View Full Version : 1993 #57: Skurnick Table L question
09-29-2005, 05:27 PM
I tried to solve this buy using the double sum method while the All 10 manual did not. And we don't agree. The table of of loss ratios does not seem to be in synch with the other parts of parts of the problem. Is this the reason my solution did not work. Or, have I missed some fundamental concept here?
I see that the Casualty Study Manuals and the All 10 Manual solve this problem differently and come up with different answers.
The CSM uses a method similar to that found in the Skurnick paper by
a. treating the given "Expected Unlimited Loss Ratio to Standard Premium" in the problem as Skurnick's "Permissible LR" or E<hat>:
b. building a table including adjusting the entry ratios for the difference between the expected unlimited LR (E<hat>) and the actual unlimited LR (E or E(A)): (r=R*(1-k)*S1,0/S2,0);
c. using the *actual* unlimited LR (E or E(A)) when calculating the excess charge as (k+(1-k)*S2,i/S2,0);
d. using the *actual* unlimited LR (E or E(A)) in the calculation of the net insurance charge (c*(XrG-SrH)*E(A))
The All 10 solution, on the other hand,
- Treats the given "Expected Unlimited Loss Ratio to Standard Premium" in the problem as Skurnick's E or E(A);
- does not build an actual table or make the adjustment to r in b., above;
- does not seem to be using k at all in the calculation of XrH in c., above, and
- uses the *expected* unlimited LR in c. & d., above.
I can't be CERTAIN that who, if any, is wrong, but right now, to me, it SEEMS that one of them is.
Here are some questions:
1. Does anyone have access to the CAS official solution for this problem? It would be nice to see if they, for some reason, accepted both methods.
2. Could you please be more specific about how YOU solved the problem, Keith, and the solution that you got? It would make it easier to analyze it then.
09-30-2005, 03:22 PM
The solution will be easier to read in a table format. How do that in this tread?
09-30-2005, 04:05 PM
Note that the mean loss ratio from the data is 67% which is greater than the given unlimited loss ratio of 60%.
Firstly, as you write, the loss ratio of the data is 67%. But the data is LIMITED losses.
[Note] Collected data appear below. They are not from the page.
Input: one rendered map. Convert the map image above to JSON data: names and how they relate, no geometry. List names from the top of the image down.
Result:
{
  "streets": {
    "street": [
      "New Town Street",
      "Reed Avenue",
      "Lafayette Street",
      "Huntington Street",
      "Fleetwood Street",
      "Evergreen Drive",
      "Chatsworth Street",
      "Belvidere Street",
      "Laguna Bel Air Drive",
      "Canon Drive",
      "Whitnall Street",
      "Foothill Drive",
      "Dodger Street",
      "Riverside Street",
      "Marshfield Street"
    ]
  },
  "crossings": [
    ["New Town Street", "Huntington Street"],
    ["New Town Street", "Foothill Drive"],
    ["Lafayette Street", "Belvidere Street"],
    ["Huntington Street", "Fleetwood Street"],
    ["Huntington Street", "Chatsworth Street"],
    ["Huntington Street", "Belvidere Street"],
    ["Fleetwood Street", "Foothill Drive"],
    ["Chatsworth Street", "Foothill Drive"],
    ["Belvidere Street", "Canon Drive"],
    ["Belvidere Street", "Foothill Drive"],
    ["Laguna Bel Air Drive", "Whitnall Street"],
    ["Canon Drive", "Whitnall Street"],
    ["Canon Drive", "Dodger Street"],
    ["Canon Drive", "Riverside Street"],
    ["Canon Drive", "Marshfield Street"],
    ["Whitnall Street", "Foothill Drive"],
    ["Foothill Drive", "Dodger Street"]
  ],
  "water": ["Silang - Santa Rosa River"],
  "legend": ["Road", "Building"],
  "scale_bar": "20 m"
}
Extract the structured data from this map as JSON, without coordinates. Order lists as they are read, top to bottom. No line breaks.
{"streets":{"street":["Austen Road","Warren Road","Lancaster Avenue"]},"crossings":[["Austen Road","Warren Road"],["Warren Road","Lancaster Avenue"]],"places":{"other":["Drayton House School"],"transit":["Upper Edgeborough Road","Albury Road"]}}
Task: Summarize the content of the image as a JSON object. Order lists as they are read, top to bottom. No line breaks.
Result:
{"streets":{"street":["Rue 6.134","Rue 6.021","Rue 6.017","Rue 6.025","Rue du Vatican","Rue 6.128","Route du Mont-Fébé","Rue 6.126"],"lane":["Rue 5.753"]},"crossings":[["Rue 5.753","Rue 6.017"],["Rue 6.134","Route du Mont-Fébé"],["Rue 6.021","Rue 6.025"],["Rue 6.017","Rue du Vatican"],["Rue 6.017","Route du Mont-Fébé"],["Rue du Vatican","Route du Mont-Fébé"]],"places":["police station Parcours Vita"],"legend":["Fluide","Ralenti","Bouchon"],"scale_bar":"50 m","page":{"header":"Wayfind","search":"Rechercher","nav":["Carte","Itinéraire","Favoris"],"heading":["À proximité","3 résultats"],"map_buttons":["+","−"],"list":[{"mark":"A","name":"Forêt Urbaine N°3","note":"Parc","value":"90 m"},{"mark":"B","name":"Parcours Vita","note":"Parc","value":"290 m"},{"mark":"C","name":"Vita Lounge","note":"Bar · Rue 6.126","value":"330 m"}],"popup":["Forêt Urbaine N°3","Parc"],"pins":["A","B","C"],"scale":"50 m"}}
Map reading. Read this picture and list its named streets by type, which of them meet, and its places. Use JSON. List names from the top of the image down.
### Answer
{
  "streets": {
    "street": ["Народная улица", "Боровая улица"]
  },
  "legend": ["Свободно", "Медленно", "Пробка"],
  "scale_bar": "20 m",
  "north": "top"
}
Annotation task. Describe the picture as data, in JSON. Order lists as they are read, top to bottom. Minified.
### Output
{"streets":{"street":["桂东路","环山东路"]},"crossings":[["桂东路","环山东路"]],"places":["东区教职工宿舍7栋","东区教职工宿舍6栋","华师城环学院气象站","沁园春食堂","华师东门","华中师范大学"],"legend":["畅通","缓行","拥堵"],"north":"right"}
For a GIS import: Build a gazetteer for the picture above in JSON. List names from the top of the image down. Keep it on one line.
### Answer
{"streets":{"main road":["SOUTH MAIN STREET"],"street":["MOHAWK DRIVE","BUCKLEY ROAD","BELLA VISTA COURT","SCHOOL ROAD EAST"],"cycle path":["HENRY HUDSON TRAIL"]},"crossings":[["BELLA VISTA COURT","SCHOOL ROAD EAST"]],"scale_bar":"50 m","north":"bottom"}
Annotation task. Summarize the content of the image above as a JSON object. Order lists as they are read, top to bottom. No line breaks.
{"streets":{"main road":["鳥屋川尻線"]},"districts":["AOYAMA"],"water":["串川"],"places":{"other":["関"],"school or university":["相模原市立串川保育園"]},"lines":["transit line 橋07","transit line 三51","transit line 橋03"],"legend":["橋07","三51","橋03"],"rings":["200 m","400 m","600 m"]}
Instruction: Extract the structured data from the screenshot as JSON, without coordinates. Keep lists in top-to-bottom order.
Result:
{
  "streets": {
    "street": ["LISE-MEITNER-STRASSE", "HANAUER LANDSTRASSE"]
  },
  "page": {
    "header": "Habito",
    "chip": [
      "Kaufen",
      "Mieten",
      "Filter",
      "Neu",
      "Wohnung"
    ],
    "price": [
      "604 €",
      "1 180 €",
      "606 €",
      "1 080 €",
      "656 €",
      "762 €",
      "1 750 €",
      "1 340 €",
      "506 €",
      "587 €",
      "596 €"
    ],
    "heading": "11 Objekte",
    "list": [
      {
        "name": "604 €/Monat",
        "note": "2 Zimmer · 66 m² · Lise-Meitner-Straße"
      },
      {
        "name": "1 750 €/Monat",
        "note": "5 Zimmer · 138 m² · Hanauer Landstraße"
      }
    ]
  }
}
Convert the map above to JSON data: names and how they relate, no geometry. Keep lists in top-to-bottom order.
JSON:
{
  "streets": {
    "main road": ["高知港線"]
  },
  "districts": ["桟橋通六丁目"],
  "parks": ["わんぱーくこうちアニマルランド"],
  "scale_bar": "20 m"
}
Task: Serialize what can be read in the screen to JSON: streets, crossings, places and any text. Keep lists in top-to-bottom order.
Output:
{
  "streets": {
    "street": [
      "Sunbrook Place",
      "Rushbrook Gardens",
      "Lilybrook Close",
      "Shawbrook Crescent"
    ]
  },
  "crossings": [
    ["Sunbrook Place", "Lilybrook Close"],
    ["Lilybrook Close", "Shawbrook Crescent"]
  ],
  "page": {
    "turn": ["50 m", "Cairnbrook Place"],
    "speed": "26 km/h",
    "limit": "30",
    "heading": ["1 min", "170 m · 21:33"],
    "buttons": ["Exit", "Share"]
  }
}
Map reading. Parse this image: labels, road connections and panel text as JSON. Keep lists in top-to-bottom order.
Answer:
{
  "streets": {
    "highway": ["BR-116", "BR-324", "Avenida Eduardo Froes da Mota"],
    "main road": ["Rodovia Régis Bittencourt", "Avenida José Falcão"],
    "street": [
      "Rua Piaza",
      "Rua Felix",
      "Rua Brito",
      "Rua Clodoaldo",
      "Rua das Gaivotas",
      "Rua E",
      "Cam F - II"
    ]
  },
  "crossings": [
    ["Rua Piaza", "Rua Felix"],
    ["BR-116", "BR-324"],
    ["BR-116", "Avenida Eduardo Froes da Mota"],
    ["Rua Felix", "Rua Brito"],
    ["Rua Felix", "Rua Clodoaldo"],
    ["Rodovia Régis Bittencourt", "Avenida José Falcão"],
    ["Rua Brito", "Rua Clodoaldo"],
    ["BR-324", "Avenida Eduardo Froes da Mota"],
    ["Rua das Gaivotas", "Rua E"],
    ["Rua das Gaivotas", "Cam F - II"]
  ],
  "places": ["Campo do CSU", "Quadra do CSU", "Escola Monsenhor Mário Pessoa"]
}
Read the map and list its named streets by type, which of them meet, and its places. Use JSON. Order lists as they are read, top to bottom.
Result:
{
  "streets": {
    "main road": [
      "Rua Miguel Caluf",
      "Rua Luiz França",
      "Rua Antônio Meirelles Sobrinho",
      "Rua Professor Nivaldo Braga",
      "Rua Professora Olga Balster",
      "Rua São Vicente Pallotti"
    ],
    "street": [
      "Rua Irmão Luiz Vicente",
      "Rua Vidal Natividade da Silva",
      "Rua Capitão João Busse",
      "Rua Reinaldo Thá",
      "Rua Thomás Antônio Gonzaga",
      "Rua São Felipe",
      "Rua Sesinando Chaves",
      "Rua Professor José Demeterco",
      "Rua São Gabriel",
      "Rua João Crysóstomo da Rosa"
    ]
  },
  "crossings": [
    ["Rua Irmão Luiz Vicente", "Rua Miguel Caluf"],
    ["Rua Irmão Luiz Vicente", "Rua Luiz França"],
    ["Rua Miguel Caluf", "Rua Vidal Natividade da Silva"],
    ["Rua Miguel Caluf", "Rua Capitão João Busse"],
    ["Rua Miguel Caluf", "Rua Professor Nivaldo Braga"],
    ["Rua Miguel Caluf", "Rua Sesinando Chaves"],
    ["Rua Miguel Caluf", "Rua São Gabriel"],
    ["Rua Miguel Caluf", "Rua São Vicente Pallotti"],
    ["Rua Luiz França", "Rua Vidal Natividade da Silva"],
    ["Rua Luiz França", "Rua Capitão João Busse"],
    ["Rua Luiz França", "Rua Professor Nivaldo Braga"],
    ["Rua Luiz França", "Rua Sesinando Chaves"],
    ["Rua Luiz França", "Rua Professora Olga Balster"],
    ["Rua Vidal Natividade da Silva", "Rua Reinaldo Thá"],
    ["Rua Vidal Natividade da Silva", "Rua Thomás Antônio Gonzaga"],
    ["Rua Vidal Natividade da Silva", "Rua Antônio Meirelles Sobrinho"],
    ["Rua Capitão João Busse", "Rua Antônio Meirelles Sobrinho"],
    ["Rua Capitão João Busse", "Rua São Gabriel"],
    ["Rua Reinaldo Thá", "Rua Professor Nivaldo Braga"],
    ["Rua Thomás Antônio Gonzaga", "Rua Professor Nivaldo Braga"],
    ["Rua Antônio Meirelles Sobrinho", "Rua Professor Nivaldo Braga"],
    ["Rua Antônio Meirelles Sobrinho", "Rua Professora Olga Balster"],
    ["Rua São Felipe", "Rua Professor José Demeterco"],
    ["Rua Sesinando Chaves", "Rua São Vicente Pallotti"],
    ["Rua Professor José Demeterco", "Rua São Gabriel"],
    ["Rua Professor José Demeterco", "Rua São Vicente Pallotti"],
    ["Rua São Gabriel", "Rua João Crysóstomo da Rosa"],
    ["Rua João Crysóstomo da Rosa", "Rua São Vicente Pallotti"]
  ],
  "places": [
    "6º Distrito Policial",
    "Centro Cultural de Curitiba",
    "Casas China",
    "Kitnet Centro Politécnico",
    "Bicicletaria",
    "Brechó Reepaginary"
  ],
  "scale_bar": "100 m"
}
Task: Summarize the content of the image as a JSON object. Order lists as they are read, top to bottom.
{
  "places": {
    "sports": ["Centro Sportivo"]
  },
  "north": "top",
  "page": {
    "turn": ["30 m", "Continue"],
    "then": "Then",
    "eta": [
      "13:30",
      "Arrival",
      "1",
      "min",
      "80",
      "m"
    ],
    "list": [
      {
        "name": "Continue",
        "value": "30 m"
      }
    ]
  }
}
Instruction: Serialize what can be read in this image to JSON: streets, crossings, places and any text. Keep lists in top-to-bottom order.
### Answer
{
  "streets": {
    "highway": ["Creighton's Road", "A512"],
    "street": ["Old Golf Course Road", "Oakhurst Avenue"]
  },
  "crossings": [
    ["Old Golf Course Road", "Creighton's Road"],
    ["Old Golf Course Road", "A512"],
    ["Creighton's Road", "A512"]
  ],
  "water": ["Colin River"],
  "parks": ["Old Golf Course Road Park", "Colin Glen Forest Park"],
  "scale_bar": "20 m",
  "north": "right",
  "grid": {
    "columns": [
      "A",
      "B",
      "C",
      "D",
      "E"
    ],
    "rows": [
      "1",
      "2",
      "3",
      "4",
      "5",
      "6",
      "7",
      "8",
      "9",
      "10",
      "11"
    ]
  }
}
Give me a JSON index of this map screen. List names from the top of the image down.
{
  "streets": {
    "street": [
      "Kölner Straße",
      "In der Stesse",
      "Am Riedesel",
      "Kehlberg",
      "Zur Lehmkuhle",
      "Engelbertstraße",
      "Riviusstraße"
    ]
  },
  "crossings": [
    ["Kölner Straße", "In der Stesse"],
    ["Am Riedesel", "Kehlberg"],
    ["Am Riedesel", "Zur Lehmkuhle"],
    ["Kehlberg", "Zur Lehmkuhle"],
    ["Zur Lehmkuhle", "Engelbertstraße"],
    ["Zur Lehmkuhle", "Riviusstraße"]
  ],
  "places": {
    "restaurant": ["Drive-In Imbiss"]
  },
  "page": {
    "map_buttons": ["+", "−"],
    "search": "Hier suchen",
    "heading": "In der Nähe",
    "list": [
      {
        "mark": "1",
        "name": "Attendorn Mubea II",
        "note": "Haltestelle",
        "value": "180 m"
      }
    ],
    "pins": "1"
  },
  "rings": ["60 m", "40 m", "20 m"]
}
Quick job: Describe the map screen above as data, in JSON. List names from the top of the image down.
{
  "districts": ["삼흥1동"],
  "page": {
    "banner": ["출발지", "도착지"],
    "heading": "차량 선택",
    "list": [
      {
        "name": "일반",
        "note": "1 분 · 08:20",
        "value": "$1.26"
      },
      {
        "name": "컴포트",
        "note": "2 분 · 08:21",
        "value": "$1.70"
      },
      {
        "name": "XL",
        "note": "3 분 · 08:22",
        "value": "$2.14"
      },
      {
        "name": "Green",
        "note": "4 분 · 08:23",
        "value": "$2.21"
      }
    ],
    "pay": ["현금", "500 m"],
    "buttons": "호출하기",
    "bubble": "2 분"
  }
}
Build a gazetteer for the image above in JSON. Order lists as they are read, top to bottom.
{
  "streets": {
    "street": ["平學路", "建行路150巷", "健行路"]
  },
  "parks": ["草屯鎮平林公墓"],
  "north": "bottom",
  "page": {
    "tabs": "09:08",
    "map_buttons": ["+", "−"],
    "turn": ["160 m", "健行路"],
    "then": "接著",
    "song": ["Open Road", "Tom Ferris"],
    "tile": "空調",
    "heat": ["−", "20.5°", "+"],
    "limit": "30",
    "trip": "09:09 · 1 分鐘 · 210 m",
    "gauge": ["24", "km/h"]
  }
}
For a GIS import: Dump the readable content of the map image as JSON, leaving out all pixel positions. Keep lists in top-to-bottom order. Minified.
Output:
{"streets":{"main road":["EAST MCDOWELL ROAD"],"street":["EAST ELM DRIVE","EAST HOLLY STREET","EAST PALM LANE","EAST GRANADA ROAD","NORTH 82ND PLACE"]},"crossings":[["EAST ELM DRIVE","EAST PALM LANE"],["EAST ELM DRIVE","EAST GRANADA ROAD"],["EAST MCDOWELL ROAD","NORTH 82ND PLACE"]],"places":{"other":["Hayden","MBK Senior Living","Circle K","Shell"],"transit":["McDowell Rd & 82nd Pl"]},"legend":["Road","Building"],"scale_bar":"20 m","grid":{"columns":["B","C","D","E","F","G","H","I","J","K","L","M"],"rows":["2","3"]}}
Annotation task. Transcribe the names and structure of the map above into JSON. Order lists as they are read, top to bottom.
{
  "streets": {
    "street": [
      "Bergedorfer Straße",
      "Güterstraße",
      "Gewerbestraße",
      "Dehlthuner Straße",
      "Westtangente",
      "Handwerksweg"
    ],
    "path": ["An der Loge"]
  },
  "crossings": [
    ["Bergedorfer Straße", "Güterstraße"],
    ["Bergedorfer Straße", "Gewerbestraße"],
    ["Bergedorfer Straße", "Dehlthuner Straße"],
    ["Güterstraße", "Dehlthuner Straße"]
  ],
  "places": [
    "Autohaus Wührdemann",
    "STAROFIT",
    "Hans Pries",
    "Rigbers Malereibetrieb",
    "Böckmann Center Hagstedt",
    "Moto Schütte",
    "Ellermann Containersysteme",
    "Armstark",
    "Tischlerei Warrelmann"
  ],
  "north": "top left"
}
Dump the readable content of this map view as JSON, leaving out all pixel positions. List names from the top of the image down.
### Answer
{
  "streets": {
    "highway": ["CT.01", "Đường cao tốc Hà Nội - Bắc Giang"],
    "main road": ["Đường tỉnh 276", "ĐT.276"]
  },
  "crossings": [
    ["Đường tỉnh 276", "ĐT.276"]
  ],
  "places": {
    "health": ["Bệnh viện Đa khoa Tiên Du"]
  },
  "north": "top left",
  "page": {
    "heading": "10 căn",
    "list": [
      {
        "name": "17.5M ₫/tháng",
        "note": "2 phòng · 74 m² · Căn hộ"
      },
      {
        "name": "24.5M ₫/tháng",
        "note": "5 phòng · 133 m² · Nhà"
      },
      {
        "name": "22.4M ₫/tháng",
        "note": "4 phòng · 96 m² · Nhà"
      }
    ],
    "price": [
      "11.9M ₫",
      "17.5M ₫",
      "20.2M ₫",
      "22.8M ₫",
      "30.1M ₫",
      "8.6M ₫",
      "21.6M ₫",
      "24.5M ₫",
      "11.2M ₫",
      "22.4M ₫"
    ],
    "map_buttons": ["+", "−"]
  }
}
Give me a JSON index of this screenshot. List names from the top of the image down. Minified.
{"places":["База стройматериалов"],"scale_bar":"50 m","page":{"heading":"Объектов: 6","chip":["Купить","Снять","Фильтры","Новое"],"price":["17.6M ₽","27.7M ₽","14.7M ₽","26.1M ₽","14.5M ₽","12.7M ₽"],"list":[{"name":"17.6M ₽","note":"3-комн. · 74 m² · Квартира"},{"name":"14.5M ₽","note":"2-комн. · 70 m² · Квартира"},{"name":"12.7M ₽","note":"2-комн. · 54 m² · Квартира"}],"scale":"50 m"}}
The denominator in Table L is the UNLIMITED Losses, so you need to divide the 67% by (1-k) = (1-0.0467) giving you 70.6%.
Secondly, Skurnick adjusts his R's to r's (adjusting for the difference between the original expected unlimited LR of 60% and the actual expected unlimited LR of 70.6%).
(see attached txt file)
09-30-2005, 06:24 PM
Thanks for correcting my solution. Somehow I have totally missed performing the adjustment. I'll go back and review the article again.
As to the correctness of one or the other, I'm not sure either. They both seem plausible to me.
I wondered if the 1 risk at a 0% LR might be an issue. I am generally unclear how 0% LR accounts affect Table M (or L) in general. Should they be excluded from the analysis?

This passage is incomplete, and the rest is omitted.